- **Exercise aim**
Lines of the data that contain the word "arrow" are the ones to copy.

[Collection entries]
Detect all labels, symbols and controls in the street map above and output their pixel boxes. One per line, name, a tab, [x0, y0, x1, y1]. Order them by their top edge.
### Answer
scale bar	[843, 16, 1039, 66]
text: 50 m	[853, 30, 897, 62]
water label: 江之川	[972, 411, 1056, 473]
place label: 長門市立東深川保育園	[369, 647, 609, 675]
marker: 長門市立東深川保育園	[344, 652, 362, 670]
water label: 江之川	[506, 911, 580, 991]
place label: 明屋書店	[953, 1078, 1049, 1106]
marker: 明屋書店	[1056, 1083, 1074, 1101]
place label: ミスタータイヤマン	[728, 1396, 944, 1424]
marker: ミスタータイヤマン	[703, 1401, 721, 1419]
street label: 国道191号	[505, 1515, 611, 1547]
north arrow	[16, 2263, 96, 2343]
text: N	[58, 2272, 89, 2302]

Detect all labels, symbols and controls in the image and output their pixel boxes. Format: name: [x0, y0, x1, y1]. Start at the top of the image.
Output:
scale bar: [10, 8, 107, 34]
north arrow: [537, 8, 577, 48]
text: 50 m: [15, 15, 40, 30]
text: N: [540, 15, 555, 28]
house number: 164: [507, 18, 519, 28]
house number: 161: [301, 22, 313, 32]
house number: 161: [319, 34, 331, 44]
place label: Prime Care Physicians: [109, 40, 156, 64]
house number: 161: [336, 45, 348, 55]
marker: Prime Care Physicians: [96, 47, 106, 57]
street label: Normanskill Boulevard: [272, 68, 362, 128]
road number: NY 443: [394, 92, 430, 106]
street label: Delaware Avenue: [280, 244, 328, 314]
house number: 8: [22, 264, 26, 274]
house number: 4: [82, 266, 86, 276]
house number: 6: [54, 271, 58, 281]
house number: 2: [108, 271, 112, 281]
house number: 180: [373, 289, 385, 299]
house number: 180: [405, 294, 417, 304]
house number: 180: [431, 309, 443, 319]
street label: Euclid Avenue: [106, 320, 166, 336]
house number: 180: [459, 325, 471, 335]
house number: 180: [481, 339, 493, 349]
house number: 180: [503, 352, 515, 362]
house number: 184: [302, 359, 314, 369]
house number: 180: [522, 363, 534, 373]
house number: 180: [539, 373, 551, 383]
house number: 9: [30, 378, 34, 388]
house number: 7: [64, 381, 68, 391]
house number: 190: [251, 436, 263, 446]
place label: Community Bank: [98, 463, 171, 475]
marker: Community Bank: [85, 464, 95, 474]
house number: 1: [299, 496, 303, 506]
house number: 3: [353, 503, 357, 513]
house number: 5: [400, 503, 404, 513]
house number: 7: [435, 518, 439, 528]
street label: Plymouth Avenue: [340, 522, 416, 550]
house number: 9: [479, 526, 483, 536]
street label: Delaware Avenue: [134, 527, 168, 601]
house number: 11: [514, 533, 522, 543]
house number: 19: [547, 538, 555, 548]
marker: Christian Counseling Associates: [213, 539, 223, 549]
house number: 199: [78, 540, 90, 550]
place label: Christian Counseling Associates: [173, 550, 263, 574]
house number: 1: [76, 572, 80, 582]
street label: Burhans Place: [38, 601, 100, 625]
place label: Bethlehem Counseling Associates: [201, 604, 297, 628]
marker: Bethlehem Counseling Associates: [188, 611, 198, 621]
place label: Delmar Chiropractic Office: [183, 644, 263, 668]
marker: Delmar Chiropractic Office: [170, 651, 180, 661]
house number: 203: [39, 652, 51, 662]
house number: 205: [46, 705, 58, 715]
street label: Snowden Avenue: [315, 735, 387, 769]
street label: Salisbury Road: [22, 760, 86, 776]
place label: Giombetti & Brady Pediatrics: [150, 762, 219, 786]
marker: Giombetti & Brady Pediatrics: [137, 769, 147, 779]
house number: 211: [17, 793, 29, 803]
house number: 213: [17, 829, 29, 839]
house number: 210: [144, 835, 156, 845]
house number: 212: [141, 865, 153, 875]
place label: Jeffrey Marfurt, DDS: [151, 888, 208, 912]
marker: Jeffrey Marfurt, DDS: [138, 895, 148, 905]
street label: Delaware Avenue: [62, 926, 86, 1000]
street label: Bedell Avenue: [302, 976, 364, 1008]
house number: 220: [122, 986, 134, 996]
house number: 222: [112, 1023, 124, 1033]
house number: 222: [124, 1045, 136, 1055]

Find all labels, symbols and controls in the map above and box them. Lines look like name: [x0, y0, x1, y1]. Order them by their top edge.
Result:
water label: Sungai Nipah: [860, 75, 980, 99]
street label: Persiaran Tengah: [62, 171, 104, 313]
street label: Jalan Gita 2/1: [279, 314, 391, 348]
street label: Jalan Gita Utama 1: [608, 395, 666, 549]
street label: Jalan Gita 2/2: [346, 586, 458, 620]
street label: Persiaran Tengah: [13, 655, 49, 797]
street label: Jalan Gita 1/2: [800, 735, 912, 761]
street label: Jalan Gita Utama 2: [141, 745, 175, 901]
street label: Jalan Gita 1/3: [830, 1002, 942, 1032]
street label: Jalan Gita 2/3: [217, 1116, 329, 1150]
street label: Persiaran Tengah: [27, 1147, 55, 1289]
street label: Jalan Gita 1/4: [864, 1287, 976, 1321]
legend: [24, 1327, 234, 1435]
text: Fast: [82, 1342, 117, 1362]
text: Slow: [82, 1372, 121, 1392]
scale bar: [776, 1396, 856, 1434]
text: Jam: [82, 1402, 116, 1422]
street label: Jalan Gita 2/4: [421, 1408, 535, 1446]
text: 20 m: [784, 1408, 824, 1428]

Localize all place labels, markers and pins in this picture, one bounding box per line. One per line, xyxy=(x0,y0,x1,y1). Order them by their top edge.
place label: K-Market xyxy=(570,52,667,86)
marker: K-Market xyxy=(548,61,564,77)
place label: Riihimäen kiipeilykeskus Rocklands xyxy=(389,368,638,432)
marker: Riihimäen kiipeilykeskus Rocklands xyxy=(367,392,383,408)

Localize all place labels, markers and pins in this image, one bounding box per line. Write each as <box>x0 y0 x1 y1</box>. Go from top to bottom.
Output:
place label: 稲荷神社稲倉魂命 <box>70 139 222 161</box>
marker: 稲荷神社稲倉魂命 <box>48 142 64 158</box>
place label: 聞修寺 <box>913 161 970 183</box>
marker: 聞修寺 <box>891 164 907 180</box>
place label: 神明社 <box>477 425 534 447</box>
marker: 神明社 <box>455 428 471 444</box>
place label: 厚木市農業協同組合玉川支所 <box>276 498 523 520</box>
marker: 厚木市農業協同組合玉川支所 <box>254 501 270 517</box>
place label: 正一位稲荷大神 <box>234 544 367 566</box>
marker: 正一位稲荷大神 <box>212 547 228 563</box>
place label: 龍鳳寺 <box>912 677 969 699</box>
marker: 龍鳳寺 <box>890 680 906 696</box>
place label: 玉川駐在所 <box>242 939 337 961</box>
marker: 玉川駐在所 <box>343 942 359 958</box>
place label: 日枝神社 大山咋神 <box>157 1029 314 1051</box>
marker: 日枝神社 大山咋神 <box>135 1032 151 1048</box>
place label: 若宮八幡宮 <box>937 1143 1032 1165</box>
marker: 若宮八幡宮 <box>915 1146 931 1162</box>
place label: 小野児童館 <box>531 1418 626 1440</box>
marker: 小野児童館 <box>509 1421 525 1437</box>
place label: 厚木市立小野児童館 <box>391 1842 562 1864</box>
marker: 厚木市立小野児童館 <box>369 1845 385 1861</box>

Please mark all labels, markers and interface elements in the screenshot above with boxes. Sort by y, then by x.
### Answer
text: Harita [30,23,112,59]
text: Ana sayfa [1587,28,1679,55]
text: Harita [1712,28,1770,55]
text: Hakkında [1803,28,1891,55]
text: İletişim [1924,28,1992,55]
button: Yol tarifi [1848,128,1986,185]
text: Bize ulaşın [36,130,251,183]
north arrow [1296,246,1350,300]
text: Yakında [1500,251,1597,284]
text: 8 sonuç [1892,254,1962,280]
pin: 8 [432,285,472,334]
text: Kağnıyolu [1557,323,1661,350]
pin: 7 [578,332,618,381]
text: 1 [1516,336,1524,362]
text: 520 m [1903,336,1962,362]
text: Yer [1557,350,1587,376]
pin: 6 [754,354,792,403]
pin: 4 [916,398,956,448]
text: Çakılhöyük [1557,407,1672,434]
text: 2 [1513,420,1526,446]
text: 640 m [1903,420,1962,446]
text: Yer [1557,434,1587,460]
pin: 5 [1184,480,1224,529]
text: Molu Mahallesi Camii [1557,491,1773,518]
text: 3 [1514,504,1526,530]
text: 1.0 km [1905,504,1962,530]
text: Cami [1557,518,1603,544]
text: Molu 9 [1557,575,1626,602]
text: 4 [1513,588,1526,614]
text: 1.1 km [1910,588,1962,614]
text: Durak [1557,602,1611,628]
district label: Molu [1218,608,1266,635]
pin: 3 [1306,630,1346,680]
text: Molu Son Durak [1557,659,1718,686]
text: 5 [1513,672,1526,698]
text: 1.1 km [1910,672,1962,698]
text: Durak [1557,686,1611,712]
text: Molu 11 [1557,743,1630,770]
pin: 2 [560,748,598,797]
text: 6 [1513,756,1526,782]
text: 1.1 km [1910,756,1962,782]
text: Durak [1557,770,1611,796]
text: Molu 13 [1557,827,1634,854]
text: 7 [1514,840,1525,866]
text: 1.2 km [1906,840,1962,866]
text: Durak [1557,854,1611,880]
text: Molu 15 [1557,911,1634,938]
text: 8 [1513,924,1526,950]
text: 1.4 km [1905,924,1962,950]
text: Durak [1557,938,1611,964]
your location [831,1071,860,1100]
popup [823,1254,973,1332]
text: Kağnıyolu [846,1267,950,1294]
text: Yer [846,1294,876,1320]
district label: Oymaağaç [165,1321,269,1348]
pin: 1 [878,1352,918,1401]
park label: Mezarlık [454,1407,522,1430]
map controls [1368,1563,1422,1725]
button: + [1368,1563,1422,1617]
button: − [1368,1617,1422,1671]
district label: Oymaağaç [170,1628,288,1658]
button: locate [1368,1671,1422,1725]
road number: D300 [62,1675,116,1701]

- **Task solution**
north arrow	[16, 2263, 96, 2343]
north arrow: [537, 8, 577, 48]
north arrow [1296,246,1350,300]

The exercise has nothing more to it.